- TASK DIRECTIONS -
What you return must match the records exactly, line for line.

########################################

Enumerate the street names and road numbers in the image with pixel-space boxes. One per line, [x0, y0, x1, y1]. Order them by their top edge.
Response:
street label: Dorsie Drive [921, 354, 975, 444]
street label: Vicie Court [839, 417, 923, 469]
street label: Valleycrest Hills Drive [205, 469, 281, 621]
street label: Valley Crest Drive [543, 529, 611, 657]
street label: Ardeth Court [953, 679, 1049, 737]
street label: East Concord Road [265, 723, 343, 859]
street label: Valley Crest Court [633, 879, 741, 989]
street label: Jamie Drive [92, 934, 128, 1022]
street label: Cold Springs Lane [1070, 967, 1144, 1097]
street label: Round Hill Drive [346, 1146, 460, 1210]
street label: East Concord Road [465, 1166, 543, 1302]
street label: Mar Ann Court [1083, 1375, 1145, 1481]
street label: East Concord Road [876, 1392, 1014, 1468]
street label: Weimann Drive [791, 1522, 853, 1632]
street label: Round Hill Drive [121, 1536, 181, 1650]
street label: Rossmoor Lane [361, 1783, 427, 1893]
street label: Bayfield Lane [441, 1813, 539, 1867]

########################################

- SOLUTION -
Enumerate the street names and road numbers in the image with pixel-space boxes. One per line, [x0, y0, x1, y1]. Order them by their top edge.
Response:
street label: Dorsie Drive [921, 354, 975, 444]
street label: Vicie Court [839, 417, 923, 469]
street label: Valleycrest Hills Drive [205, 469, 281, 621]
street label: Valley Crest Drive [543, 529, 611, 657]
street label: Ardeth Court [953, 679, 1049, 737]
street label: East Concord Road [265, 723, 343, 859]
street label: Valley Crest Court [633, 879, 741, 989]
street label: Jamie Drive [92, 934, 128, 1022]
street label: Cold Springs Lane [1070, 967, 1144, 1097]
street label: Round Hill Drive [346, 1146, 460, 1210]
street label: East Concord Road [465, 1166, 543, 1302]
street label: Mar Ann Court [1083, 1375, 1145, 1481]
street label: East Concord Road [876, 1392, 1014, 1468]
street label: Weimann Drive [791, 1522, 853, 1632]
street label: Round Hill Drive [121, 1536, 181, 1650]
street label: Rossmoor Lane [361, 1783, 427, 1893]
street label: Bayfield Lane [441, 1813, 539, 1867]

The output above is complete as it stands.